Chutado para canto
As touradas mereceram aprovação: já se realizam há um par de meses.
Os espectáculos de humoristas foram aprovados: um deles até contou com a presença do primeiro-ministro numa noite e do Presidente da República na noite seguinte.
Os concertos recomeçaram. Um deles, numa curta série que ainda decorre, assinala o 75.º aniversário de Sérgio Godinho, orgulhoso sportinguista.
Reabriram teatros e cinemas.
As viagens de avião receberam luz verde. Mesmo em aparelhos lotados, durante horas e em espaço fechado, sem a menor hipótese de ali haver distância física (a que uns quantos imbecis ainda chamam "distanciamento social", absurda expressão concebida por alguém sem a menor ideia do que significa o adjectivo social).
Os restaurantes voltaram a receber clientes, embora em mesas um pouco mais afastadas do que antes - algo que já devia ter ocorrido, com vírus ou sem virus, pois em certos lugares bastava estendermos um braço para tocarmos na mesa ao lado.
Os hotéis puderam reabrir - alguns gabam-se até de ter lotação esgotada, praticando preços em consonância.
As praias voltaram a encher-se, excepto aquelas que nunca enchem. E são bastantes, felizmente, ao longo da nossa costa, com mais de mil quilómetros de zonas balneares.
O Autódromo Internacional do Algarve, em Portimão, vai receber entre 23 e 25 de Outubro o Grande Prémio de Portugal, que marca o regresso da fórmula 1 ao nosso país. Com público a assistir, obviamente.
As manifestações políticas - que implicam ajuntamentos, muita proximidade e bastante "calor humano" - puderam ir decorrendo, sem restrições e para todos os paladares: da CGTP, do Chega, dos anti-racistas e dos antifascistas.
A Festa do Avante, devidamente autorizada apesar de decorrer na região do País que apresenta mais elevado risco sanitário, começa amanhã.
Tudo isto - e muito mais - com a devida chancela da Direcção-Geral da Saúde. Só o futebol continua a ser chutado para canto pelo respeitável organismo.

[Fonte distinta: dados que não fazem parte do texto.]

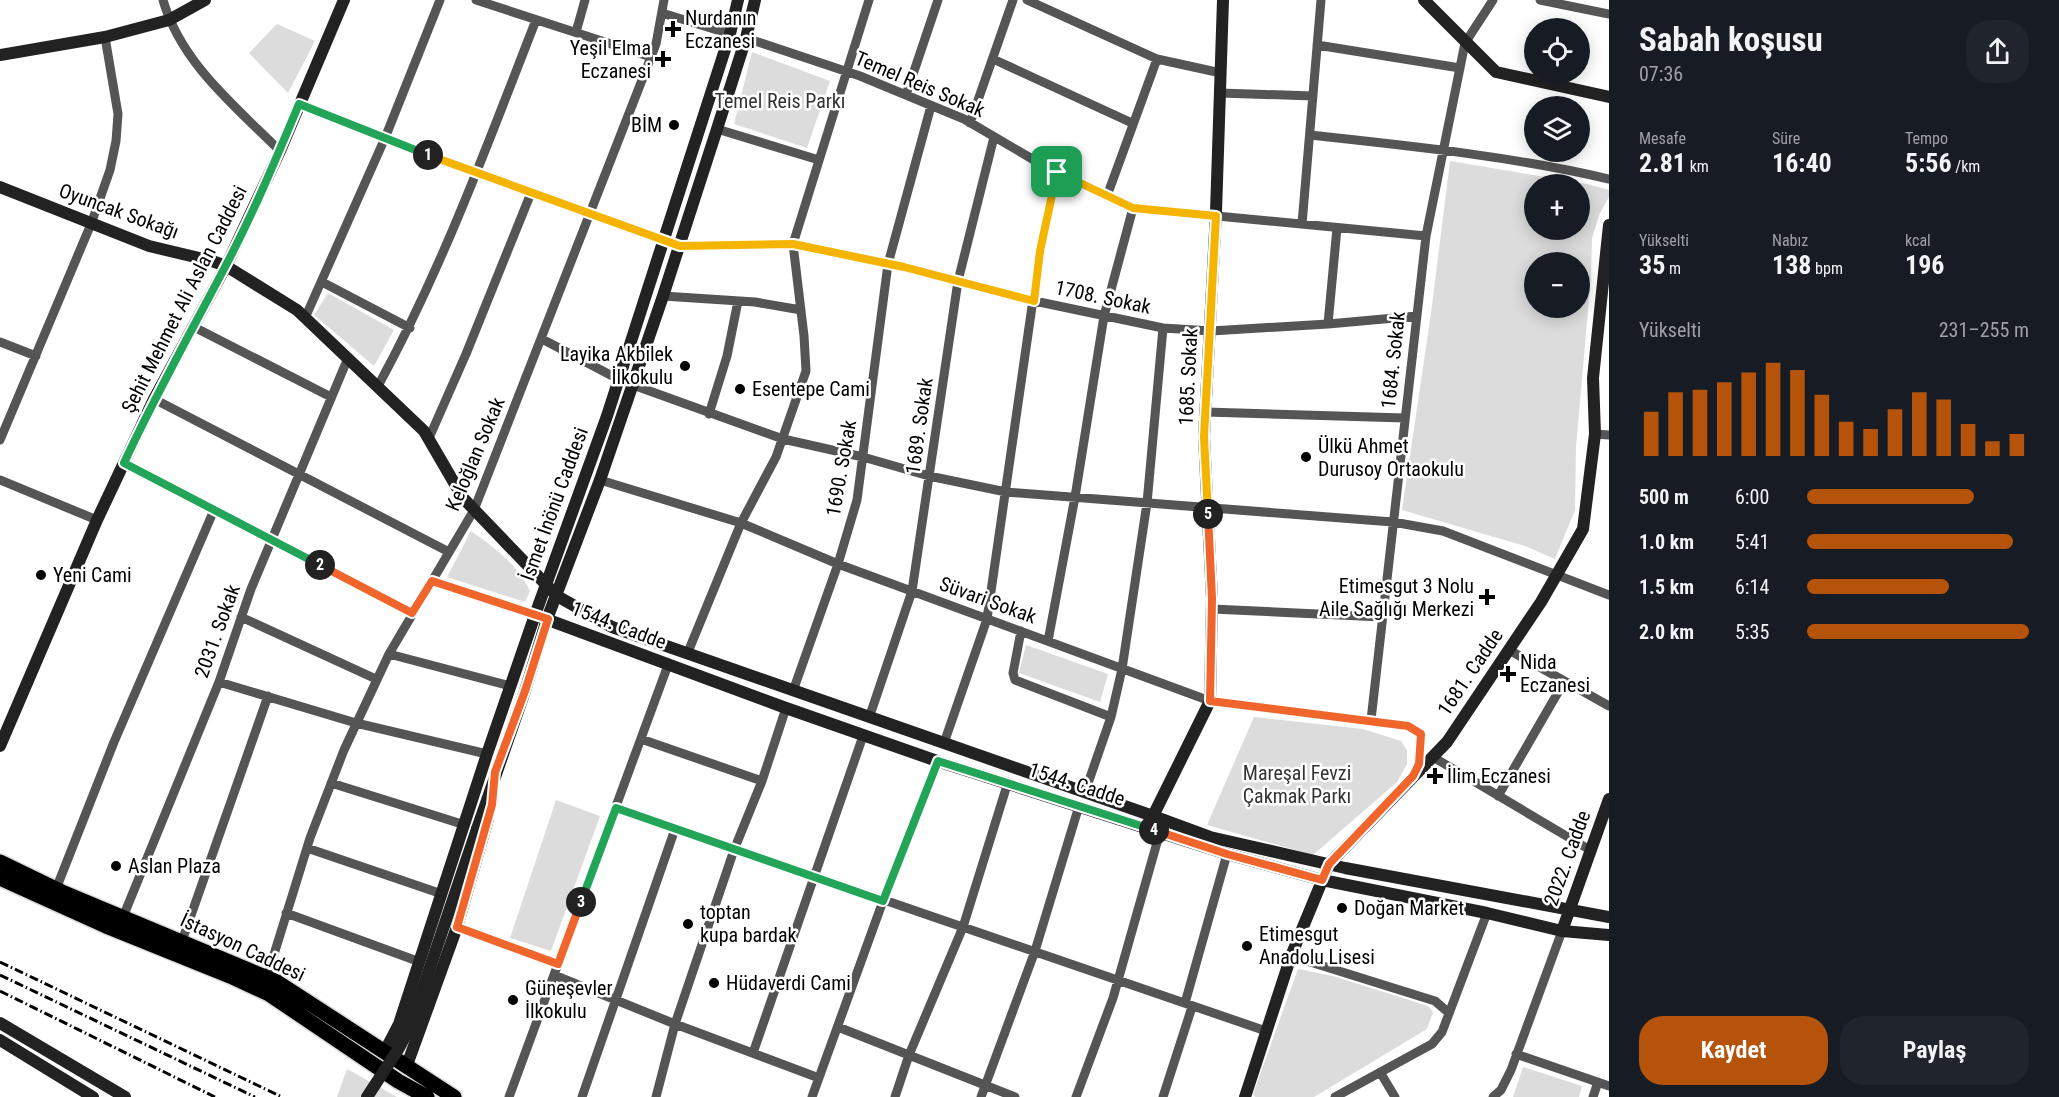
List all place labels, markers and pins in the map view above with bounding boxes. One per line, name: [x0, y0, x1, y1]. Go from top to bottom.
place label: Nurdanın Eczanesi: [685, 6, 757, 53]
marker: Nurdanın Eczanesi: [666, 22, 680, 36]
place label: Yeşil Elma Eczanesi: [570, 36, 651, 83]
marker: Yeşil Elma Eczanesi: [656, 52, 670, 66]
place label: BİM: [631, 113, 662, 137]
marker: BİM: [667, 118, 681, 132]
pin: 1: [413, 140, 443, 170]
pin: [1031, 146, 1082, 197]
place label: Layika Akbilek İlkokulu: [560, 342, 673, 389]
marker: Layika Akbilek İlkokulu: [678, 359, 692, 373]
place label: Esentepe Cami: [752, 377, 870, 401]
marker: Esentepe Cami: [733, 382, 747, 396]
place label: Ülkü Ahmet Durusoy Ortaokulu: [1318, 434, 1464, 481]
marker: Ülkü Ahmet Durusoy Ortaokulu: [1299, 450, 1313, 464]
pin: 5: [1193, 499, 1223, 529]
pin: 2: [305, 550, 335, 580]
place label: Yeni Cami: [53, 563, 132, 587]
marker: Yeni Cami: [34, 568, 48, 582]
place label: Etimesgut 3 Nolu Aile Sağlığı Merkezi: [1319, 574, 1474, 621]
marker: Etimesgut 3 Nolu Aile Sağlığı Merkezi: [1478, 588, 1496, 606]
place label: Nida Eczanesi: [1520, 650, 1590, 697]
marker: Nida Eczanesi: [1501, 667, 1515, 681]
place label: İlim Eczanesi: [1447, 764, 1551, 788]
marker: İlim Eczanesi: [1428, 769, 1442, 783]
pin: 4: [1139, 815, 1169, 845]
place label: Aslan Plaza: [128, 854, 221, 878]
marker: Aslan Plaza: [109, 859, 123, 873]
pin: 3: [566, 887, 596, 917]
place label: Doğan Market: [1354, 896, 1464, 920]
place label: toptan kupa bardak: [700, 900, 797, 947]
marker: Doğan Market: [1335, 901, 1349, 915]
marker: toptan kupa bardak: [681, 917, 695, 931]
place label: Etimesgut Anadolu Lisesi: [1259, 922, 1375, 969]
marker: Etimesgut Anadolu Lisesi: [1240, 939, 1254, 953]
place label: Hüdaverdi Cami: [726, 971, 851, 995]
place label: Güneşevler İlkokulu: [525, 976, 613, 1023]
marker: Hüdaverdi Cami: [707, 976, 721, 990]
marker: Güneşevler İlkokulu: [506, 993, 520, 1007]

Que acaba de anunciar novo adiamento da possibilidade de regresso dos espectadores aos estádios - mesmo num cenário de metade ou um terço da lotação.
A 28 de Agosto, o recomeço das competições futebolísticas com público nas bancadas estava a ser «analisado e ponderado», segundo declarou a directora-geral, Graça Freitas. Ontem, a mesma responsável voltou a enrolar as palavras para anunciar que fica tudo como estava, aludindo ao regresso às aulas, como se uma coisa pudesse confundir-se com outra. Com esta extraordinária declaração, proferida em conferência de imprensa: «Não há nenhum preconceito com o futebol, mas temos de ver o contexto em que estamos. Temos de ver agora como acontece a retoma das aulas porque vai movimentar milhares de pessoas todos os dias, e como é o início do Outono e o início do Inverno no Hemisfério Sul.»
Isto enquanto o inútil secretário de Estado do Desporto balbucia umas inanidades, afirmando-se confiante no regresso às competições nos escalões mais jovens, que têm estado inactivos. «O desporto é essencial para toda a sociedade», soletra o senhor, reencarnando La Palice. Enquanto cerca de 440 mil atletas federados treinam sabe-se lá como e há clubes e até federações em risco.
É preciso dizer isto sem rodeios: futebol sem público é futebol moribundo a curto prazo. Porque os clubes vivem de receitas - e as receitas de lugares nas bancadas, associadas à compra de adereços desportivos em complemento aos espectáculos, é fundamental para a sobrevivência de todas as agremiações desportivas.
Não admira, por isso, que mesmo na rica e poderosa Alemanha os 36 clubes que integram as duas ligas de futebol profissional tenham convergido num plano para o regresso (moderado e condicionado) de espectadores aos estádios a partir do recomeço das competições, previsto para o próximo dia 18. Porque da sobrevivência dos clubes depende a sobrevivência do desporto. E uma sociedade sem desporto é uma sociedade doente.
A DGS devia saber isto melhor que ninguém.